- [Material for the task]
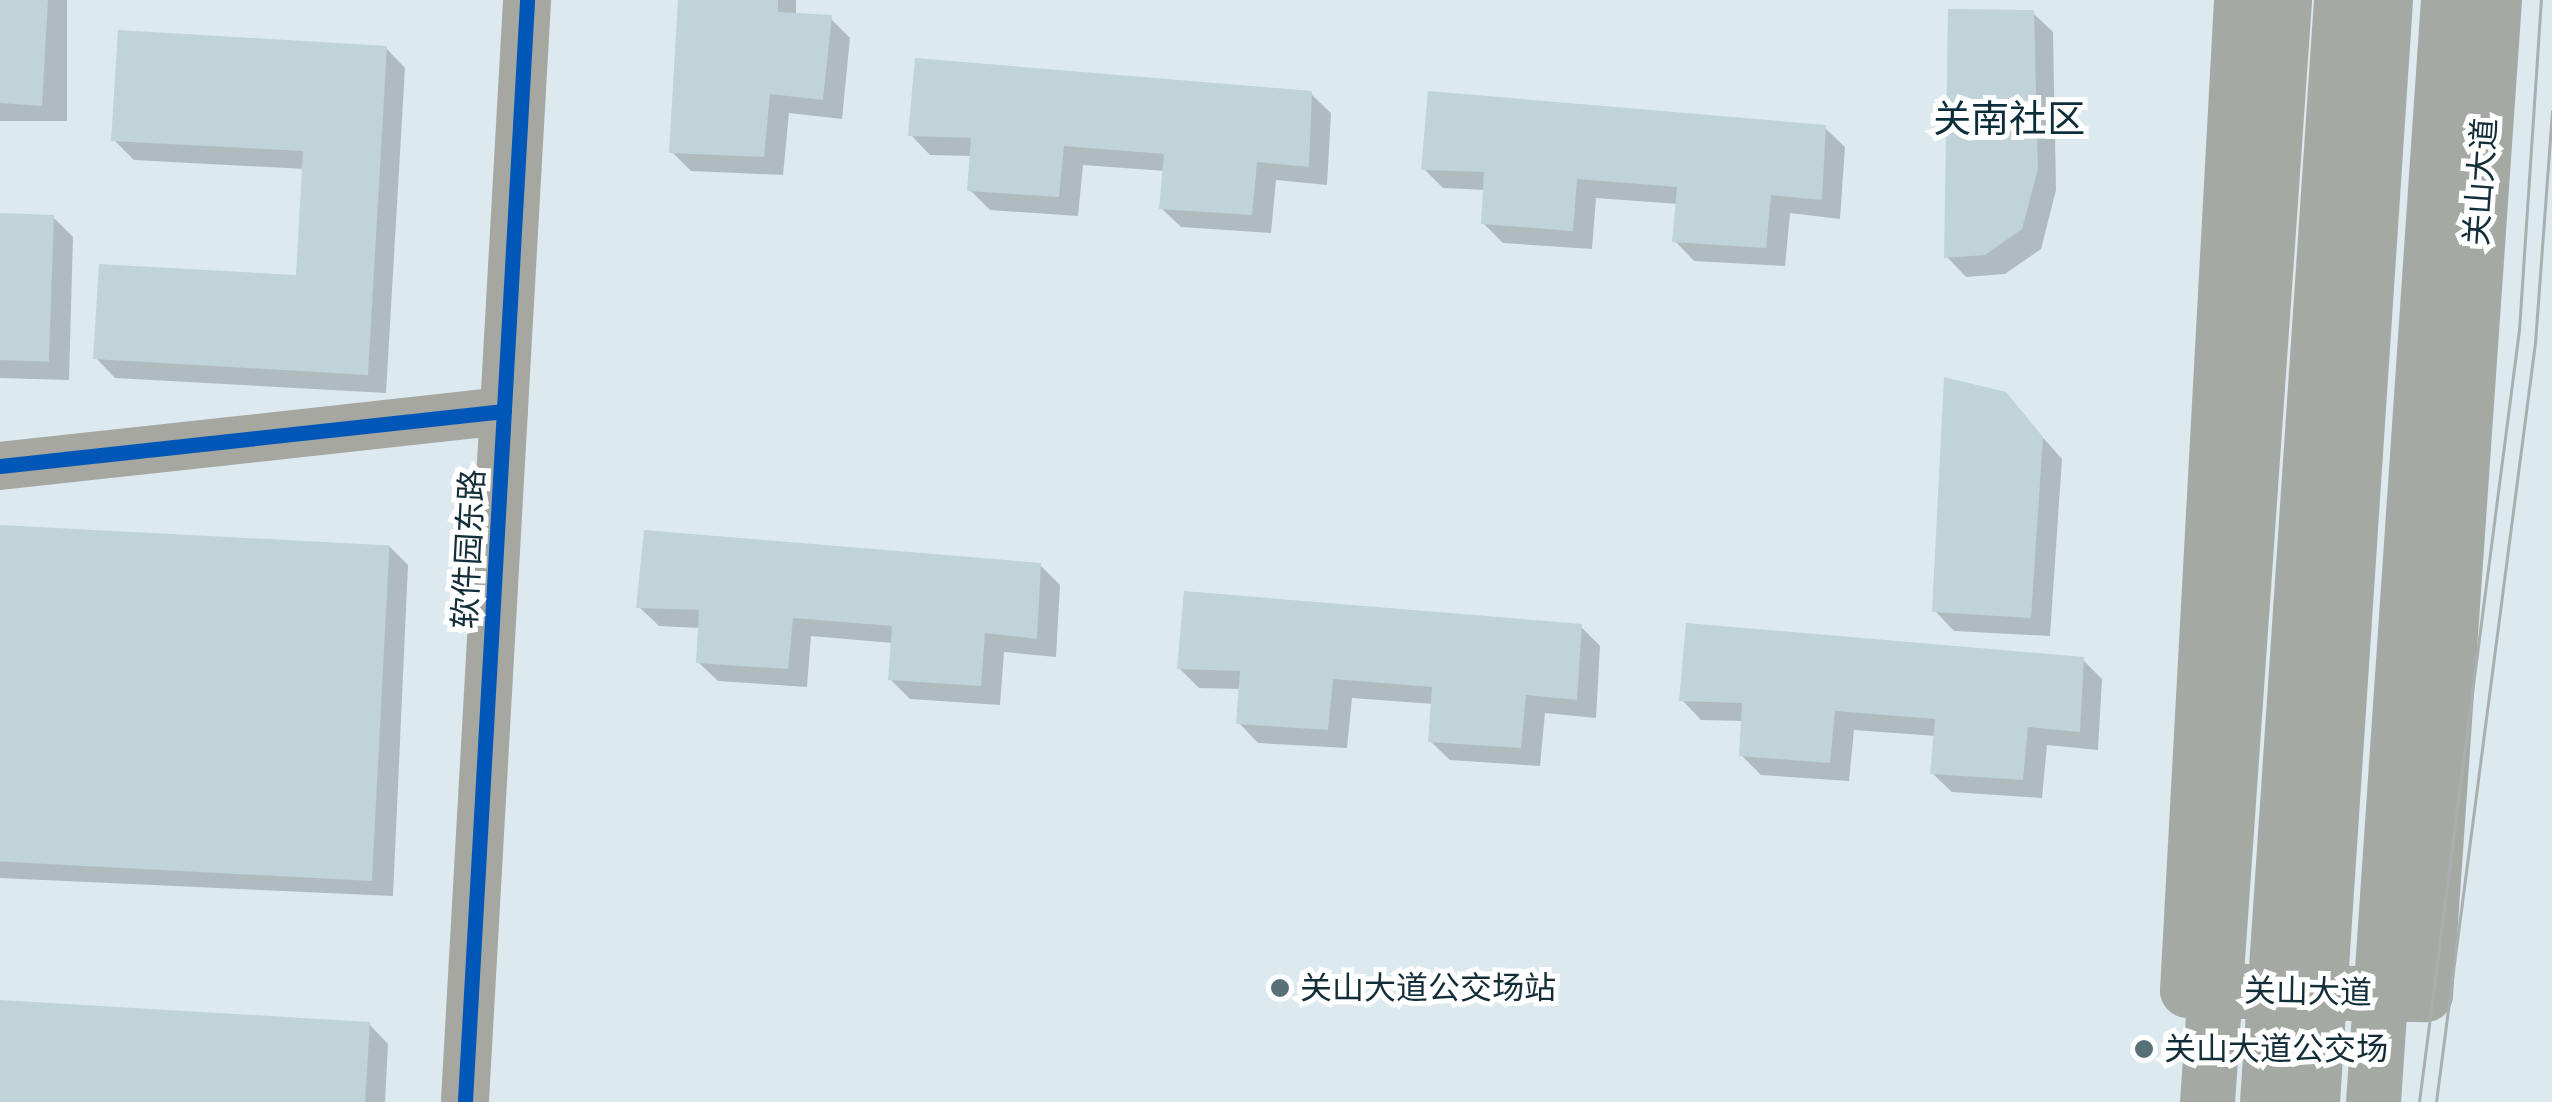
<!DOCTYPE html>
<meta charset="utf-8">
<style>
body{margin:0}
#map{position:relative;width:2552px;height:1102px;overflow:hidden;background:#dceaf0;font-family:Rubik,"Noto Sans SC",sans-serif}
div>[style]{position:absolute}
.shadow>*{inset:0;background:#0003;transform-origin:0 0}
.building>*{inset:0;background:#bfd3d8;transform-origin:0 0}
.minor>*{height:48px;margin:-24px;padding:0 24px;transform-origin:24px;border-radius:24px;background:#a5a7a0}
.major>*{height:55px;margin:-27.5px;padding:0 27.5px;transform-origin:27.5px;border-radius:27.5px;background:#a5a9a4}
.tram>*{height:2.5px;margin:-1.25px;padding:0 1.25px;transform-origin:1.25px;border-radius:1.25px;background:#a9afaf}
.major-bridge>*{height:55px;margin:-27.5px;padding:0 27.5px;transform-origin:27.5px;border-radius:27.5px;background:#a5a9a4}
.cycleway>*{height:15px;margin:-7.5px;padding:0 7.5px;transform-origin:7.5px;border-radius:7.5px;background:#0057b8}
.dots>*{width:28px;height:28px;translate:-50% -50%;box-sizing:border-box;border:5px solid #fff;border-radius:50%}
span{translate:-50% -50%;white-space:nowrap;text-align:center;line-height:1.15;-webkit-text-stroke:10px #fff;paint-order:stroke}
.street-label{font-size:32px;color:#142e39}
.poi-label{font-size:32px;color:#142e39}
.left{translate:0 -50%;text-align:left}
.quarter-label{font-size:38px;color:#0c2e3b}
</style>
<div id="map">
<div class="shadow">
<i style="left:0;top:0;width:67px;height:121px"></i>
<i style="clip-path:polygon(681px 0,796px 0,796px 15px,830px 18px,850px 38px,842px 119px,789px 113px,783px 175px,691px 171px,672px 152px)"></i>
<i style="clip-path:polygon(2033px 13px,2053px 32px,2056px 190px,2041px 249px,2005px 274px,1966px 277px,1947px 257px)"></i>
<i style="clip-path:polygon(386px 48px,405px 68px,386px 393px,115px 378px,96px 358px,298px 277px,305px 169px,134px 160px,114px 140px)"></i>
<i style="clip-path:polygon(1311px 94px,1331px 113px,1327px 185px,1276px 180px,1271px 233px,1181px 227px,1161px 208px,1165px 171px,1083px 165px,1078px 216px,990px 210px,970px 190px,972px 156px,930px 155px,911px 135px)"></i>
<i style="clip-path:polygon(1825px 128px,1845px 147px,1840px 219px,1790px 213px,1785px 266px,1694px 261px,1675px 241px,1678px 204px,1596px 198px,1592px 249px,1503px 243px,1484px 224px,1485px 190px,1443px 188px,1424px 169px)"></i>
<i style="clip-path:polygon(0 216px,53px 217px,73px 237px,69px 380px,0 378px)"></i>
<i style="clip-path:polygon(2005px 395px,2062px 459px,2050px 636px,1954px 631px,1935px 611px)"></i>
<i style="clip-path:polygon(0 528px,389px 546px,408px 565px,393px 896px,0 878px)"></i>
<i style="clip-path:polygon(1040px 565px,1060px 585px,1056px 657px,1004px 652px,1000px 705px,910px 699px,890px 679px,893px 643px,811px 636px,807px 687px,718px 681px,698px 662px,701px 628px,659px 626px,639px 607px)"></i>
<i style="clip-path:polygon(1581px 627px,1600px 646px,1596px 718px,1545px 713px,1540px 766px,1450px 760px,1430px 741px,1434px 704px,1352px 698px,1347px 748px,1258px 743px,1239px 723px,1241px 689px,1199px 688px,1179px 668px)"></i>
<i style="clip-path:polygon(2082px 659px,2102px 679px,2098px 750px,2047px 745px,2042px 798px,1952px 792px,1932px 773px,1936px 736px,1854px 730px,1849px 781px,1761px 775px,1741px 755px,1743px 721px,1701px 720px,1682px 700px)"></i>
<i style="clip-path:polygon(0 1002px,369px 1024px,388px 1044px,385px 1102px,0 1102px)"></i>
</div>
<div class="building">
<i style="clip-path:polygon(0 0,48px 0,42px 106px,0 103px)"></i>
<i style="clip-path:polygon(678px 0,778px 0,778px 12px,832px 15px,823px 100px,770px 94px,764px 157px,669px 153px)"></i>
<i style="clip-path:polygon(1948px 9px,2034px 10px,2038px 169px,2022px 229px,1985px 255px,1944px 258px)"></i>
<i style="clip-path:polygon(118px 30px,387px 46px,368px 375px,93px 359px,99px 264px,296px 275px,303px 151px,111px 141px)"></i>
<i style="clip-path:polygon(915px 58px,1312px 91px,1309px 167px,1257px 162px,1252px 215px,1159px 209px,1164px 154px,1064px 146px,1059px 197px,967px 191px,971px 138px,908px 136px)"></i>
<i style="clip-path:polygon(1428px 91px,1826px 125px,1822px 200px,1771px 195px,1766px 248px,1672px 242px,1677px 187px,1577px 179px,1573px 231px,1481px 224px,1484px 172px,1421px 170px)"></i>
<i style="left:0;top:213px;width:54px;height:147px;rotate:2deg"></i>
<i style="clip-path:polygon(1944px 377px,2006px 392px,2043px 437px,2031px 618px,1932px 612px)"></i>
<i style="left:0;top:525px;width:390px;height:336px;rotate:3deg"></i>
<i style="clip-path:polygon(644px 530px,1041px 563px,1037px 639px,985px 633px,981px 686px,888px 680px,892px 626px,793px 618px,788px 669px,696px 663px,699px 610px,636px 608px)"></i>
<i style="clip-path:polygon(1184px 591px,1582px 624px,1577px 700px,1526px 695px,1521px 748px,1428px 742px,1432px 687px,1333px 679px,1328px 730px,1236px 724px,1240px 671px,1177px 669px)"></i>
<i style="clip-path:polygon(1686px 623px,2084px 657px,2080px 732px,2028px 727px,2023px 780px,1930px 774px,1935px 719px,1835px 711px,1830px 763px,1739px 756px,1742px 703px,1679px 701px)"></i>
<i style="clip-path:polygon(0 1000px,370px 1022px,365px 1102px,0 1102px)"></i>
</div>
<div class="minor">
<i style="left:0;top:466px;width:507px;rotate:-6.23deg"></i>
<i style="left:465px;top:1100px;width:1102px;rotate:-86.77deg"></i>
</div>
<div class="major">
<i style="left:2241px;top:0;width:991px;rotate:93.12deg"></i>
<i style="left:2187px;top:990px;width:238px;rotate:1deg"></i>
<i style="left:2425px;top:994px;width:996px;rotate:-86.03deg"></i>
</div>
<div class="tram">
<i style="left:2419px;top:1102px;width:778px;rotate:-82.62deg"></i>
<i style="left:2519px;top:330px;width:331px;rotate:-86.2deg"></i>
<i style="left:2436px;top:1102px;width:765px;rotate:-82.57deg"></i>
<i style="left:2535px;top:343px;width:232px;rotate:-85.8deg"></i>
</div>
<div class="major-bridge">
<i style="left:2207px;top:1102px;width:1105px;rotate:-86deg"></i>
<i style="left:2267px;top:1102px;width:1104px;rotate:-86.16deg"></i>
<i style="left:2312px;top:1102px;width:1104px;rotate:-86.21deg"></i>
<i style="left:2373px;top:1102px;width:1105px;rotate:-86.11deg"></i>
</div>
<div class="cycleway">
<i style="left:0;top:466px;width:507px;rotate:-6.23deg"></i>
<i style="left:465px;top:1100px;width:1102px;rotate:-86.77deg"></i>
</div>
<div class="dots">
<i style="left:1280px;top:988px;background:#5a7079"></i>
<i style="left:2144px;top:1049px;background:#5a7079"></i>
</div>
<div class="street-label">
<span style="left:2481px;top:182px;rotate:-86deg">关山大道</span>
<span style="left:469px;top:549px;rotate:-87deg">软件园东路</span>
<span style="left:2308px;top:992px;rotate:1deg">关山大道</span>
</div>
<div class="poi-label">
<span class="left" style="left:1300px;top:988px">关山大道公交场站</span>
<span class="left" style="left:2164px;top:1049px">关山大道公交场</span>
</div>
<div class="quarter-label">
<span style="left:2009px;top:120px">关南社区</span>
</div>
</div>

- [Work item]
What lines of the data include the word "inset"? Copy each of them.

- [Answer area]
.shadow>*{inset:0;background:#0003;transform-origin:0 0}
.building>*{inset:0;background:#bfd3d8;transform-origin:0 0}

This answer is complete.